PROBLEM REQUIREMENTS » What lines of the data below include the word "fabs"? Report them by copying each.

RECORD SET »
++++++++

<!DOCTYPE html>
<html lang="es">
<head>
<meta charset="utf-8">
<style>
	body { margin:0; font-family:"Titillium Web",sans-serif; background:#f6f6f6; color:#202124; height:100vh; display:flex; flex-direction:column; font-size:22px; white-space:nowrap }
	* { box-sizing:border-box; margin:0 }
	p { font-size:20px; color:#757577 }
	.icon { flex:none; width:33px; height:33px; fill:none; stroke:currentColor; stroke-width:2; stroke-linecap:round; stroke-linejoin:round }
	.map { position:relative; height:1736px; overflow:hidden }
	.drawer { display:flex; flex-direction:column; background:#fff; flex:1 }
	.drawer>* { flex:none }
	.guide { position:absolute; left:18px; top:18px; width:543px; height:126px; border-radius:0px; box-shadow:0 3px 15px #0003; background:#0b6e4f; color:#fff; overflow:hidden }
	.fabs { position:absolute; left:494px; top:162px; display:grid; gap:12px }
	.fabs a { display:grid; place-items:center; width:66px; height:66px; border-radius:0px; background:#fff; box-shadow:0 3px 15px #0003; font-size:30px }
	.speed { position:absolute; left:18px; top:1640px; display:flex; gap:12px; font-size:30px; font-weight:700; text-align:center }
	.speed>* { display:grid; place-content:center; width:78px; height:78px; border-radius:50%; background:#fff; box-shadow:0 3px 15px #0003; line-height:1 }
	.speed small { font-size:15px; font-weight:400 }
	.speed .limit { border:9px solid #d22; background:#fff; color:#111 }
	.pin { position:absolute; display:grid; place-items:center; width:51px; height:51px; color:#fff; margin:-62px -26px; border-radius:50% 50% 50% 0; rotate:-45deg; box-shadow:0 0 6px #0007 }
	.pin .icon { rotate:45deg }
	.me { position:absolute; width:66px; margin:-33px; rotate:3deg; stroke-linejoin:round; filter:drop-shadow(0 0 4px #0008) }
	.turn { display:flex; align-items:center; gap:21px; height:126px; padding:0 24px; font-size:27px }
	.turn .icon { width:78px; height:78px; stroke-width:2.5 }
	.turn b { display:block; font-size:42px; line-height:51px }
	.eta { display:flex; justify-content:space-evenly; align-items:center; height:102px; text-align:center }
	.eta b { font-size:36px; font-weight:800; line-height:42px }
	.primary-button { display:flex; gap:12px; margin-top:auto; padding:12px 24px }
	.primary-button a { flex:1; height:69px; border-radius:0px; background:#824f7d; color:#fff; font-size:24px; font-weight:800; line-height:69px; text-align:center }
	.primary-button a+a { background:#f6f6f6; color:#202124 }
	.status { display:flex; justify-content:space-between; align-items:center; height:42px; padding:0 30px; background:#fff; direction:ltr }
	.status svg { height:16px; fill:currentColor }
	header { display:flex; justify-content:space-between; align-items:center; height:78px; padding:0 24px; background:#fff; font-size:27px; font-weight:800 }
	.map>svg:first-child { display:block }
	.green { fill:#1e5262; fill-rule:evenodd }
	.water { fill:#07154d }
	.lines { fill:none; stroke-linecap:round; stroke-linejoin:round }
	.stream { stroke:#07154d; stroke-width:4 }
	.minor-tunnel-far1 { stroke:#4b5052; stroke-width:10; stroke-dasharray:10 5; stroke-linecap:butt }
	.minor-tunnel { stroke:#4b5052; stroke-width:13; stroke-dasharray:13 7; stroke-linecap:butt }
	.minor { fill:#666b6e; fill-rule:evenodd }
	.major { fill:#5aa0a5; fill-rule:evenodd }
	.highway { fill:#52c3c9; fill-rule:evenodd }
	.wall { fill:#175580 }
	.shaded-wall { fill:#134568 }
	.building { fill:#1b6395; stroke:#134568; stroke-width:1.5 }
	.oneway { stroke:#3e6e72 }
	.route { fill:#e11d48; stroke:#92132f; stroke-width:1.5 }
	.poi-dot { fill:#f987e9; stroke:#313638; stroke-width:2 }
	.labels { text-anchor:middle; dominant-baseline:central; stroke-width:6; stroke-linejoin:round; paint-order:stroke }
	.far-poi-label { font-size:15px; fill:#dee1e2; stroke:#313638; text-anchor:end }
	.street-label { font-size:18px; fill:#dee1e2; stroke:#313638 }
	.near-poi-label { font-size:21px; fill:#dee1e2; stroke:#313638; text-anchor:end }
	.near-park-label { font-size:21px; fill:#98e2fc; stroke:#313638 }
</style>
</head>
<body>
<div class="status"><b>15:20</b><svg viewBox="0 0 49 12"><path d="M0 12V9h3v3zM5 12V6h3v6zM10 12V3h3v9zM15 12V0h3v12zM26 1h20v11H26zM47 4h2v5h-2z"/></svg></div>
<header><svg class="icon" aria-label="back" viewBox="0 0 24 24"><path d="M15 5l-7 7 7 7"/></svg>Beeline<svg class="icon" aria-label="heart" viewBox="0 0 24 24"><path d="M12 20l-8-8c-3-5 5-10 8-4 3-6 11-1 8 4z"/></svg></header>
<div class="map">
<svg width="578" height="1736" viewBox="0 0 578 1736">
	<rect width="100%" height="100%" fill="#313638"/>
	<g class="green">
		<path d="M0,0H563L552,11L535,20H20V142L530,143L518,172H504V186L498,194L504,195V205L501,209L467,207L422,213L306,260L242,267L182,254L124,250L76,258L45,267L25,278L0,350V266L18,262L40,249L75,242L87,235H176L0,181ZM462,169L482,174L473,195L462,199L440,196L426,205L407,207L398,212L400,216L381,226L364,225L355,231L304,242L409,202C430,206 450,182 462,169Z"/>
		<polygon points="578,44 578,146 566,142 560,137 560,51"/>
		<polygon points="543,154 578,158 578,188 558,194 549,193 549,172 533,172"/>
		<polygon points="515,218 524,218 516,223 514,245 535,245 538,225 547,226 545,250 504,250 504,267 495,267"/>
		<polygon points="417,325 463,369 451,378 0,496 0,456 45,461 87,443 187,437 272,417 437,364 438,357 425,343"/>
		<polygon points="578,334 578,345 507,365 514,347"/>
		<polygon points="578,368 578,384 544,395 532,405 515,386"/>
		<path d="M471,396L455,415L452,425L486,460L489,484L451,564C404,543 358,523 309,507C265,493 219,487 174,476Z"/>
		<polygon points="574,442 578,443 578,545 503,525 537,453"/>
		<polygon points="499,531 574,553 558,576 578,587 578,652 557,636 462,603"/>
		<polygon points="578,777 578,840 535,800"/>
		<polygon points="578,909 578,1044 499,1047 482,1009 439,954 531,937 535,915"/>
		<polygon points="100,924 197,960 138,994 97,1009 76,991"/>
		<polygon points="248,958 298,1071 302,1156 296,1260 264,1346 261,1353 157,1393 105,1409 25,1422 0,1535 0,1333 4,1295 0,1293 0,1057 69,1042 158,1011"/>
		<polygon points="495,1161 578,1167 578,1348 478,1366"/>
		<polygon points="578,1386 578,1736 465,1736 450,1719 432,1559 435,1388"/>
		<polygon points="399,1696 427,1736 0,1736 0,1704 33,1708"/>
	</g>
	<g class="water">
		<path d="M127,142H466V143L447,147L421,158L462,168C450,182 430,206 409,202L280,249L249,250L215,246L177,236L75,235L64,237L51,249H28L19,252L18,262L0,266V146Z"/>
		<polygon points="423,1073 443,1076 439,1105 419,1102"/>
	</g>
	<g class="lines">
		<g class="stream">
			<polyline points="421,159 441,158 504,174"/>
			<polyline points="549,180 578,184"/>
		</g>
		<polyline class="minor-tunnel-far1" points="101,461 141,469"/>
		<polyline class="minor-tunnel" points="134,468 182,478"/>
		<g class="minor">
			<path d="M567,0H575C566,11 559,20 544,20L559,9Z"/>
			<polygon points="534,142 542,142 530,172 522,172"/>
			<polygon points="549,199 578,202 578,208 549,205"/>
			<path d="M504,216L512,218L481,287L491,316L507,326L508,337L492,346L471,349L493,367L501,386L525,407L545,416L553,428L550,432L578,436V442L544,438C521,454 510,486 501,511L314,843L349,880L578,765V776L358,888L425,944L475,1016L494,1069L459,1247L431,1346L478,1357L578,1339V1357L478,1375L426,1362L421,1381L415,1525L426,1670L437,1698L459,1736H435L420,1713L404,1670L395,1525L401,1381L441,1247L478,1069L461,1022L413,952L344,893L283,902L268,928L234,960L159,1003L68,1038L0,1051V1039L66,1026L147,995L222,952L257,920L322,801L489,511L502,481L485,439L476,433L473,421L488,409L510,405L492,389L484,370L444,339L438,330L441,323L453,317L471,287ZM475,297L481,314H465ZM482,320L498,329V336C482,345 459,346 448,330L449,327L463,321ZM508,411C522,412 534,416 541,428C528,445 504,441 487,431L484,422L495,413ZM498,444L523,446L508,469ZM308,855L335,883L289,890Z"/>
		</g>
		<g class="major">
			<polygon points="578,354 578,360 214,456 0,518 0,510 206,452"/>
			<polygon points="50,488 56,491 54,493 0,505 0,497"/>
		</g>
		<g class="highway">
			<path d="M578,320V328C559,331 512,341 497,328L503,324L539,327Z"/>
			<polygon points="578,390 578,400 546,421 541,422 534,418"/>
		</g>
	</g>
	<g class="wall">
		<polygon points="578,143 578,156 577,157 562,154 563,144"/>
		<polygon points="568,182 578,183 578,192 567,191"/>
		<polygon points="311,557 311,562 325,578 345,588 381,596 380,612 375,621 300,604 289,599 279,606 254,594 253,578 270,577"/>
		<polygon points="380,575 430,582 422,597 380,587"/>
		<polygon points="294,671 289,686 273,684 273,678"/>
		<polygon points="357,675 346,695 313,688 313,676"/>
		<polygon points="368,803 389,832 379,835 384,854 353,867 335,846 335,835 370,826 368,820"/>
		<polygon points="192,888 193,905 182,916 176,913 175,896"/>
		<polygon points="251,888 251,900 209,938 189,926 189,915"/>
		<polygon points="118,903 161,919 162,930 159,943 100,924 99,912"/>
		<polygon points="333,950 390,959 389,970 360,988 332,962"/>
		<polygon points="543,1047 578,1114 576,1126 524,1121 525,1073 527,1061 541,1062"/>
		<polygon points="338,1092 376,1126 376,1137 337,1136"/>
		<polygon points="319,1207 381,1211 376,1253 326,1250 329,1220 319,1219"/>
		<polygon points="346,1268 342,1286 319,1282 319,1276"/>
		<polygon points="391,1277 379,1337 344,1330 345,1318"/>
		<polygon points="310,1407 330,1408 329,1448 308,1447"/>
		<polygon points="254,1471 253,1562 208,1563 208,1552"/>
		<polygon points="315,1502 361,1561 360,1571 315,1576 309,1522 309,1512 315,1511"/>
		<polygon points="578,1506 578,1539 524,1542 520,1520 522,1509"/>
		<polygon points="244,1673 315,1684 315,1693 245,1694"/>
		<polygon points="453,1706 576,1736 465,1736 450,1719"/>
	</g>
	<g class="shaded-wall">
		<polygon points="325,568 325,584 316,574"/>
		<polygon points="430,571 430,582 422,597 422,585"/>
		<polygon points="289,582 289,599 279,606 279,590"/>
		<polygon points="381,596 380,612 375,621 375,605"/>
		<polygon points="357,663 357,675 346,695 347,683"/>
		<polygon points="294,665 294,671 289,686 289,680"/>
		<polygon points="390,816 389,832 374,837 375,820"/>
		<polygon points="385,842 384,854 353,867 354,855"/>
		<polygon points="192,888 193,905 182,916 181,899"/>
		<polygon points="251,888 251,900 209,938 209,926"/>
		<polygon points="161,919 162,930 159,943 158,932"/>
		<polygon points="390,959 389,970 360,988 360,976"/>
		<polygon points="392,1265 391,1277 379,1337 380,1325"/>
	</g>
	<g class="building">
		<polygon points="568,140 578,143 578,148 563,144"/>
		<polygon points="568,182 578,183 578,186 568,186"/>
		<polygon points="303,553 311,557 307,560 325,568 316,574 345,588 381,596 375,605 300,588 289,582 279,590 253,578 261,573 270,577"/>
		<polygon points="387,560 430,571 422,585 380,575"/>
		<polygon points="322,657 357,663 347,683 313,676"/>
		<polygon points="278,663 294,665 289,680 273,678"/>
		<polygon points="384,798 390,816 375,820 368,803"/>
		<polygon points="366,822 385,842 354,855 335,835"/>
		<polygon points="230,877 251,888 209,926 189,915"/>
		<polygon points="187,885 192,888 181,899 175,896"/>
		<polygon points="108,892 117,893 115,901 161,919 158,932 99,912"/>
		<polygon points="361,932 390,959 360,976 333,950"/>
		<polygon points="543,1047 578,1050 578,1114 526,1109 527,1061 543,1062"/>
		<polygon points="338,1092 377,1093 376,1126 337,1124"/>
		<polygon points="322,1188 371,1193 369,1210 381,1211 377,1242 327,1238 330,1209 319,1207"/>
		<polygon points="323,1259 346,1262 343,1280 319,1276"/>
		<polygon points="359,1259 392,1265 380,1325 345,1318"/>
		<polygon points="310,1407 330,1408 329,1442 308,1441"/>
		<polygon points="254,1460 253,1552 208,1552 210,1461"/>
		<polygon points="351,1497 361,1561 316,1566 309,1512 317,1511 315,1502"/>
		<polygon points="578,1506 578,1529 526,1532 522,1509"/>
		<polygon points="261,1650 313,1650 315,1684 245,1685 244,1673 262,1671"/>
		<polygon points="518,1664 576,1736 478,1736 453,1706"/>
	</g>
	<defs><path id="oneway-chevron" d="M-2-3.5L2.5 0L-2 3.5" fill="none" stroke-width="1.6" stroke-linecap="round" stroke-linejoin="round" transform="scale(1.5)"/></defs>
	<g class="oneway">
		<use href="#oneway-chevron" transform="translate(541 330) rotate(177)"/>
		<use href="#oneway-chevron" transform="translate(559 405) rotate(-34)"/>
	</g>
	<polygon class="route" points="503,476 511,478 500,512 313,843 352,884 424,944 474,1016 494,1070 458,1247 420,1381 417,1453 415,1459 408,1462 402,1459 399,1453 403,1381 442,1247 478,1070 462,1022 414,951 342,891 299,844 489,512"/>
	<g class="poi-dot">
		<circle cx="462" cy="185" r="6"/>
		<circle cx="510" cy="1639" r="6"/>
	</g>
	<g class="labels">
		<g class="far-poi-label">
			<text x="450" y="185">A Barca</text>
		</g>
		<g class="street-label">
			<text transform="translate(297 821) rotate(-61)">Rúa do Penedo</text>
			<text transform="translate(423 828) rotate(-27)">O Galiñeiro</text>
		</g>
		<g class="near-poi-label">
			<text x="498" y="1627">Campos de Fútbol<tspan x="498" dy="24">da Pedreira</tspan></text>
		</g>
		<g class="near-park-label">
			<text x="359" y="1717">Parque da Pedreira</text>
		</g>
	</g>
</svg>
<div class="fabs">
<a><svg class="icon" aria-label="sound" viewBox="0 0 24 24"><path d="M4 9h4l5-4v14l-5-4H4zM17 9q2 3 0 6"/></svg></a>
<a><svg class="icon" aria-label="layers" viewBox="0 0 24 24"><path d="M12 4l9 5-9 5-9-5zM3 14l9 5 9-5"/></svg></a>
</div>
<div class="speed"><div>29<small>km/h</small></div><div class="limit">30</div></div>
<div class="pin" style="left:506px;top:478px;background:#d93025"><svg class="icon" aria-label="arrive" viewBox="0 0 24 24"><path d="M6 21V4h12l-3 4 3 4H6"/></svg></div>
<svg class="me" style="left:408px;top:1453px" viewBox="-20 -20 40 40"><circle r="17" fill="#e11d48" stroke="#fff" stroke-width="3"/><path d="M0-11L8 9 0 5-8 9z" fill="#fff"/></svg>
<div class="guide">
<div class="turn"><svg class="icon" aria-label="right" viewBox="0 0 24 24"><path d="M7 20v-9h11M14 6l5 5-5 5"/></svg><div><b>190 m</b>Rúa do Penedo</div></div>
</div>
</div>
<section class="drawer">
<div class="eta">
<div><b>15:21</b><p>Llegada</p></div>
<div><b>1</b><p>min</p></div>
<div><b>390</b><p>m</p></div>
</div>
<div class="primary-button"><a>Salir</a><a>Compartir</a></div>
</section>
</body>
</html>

++++++++

EXERCISE SOLUTION »
	.fabs { position:absolute; left:494px; top:162px; display:grid; gap:12px }
	.fabs a { display:grid; place-items:center; width:66px; height:66px; border-radius:0px; background:#fff; box-shadow:0 3px 15px #0003; font-size:30px }
<div class="fabs">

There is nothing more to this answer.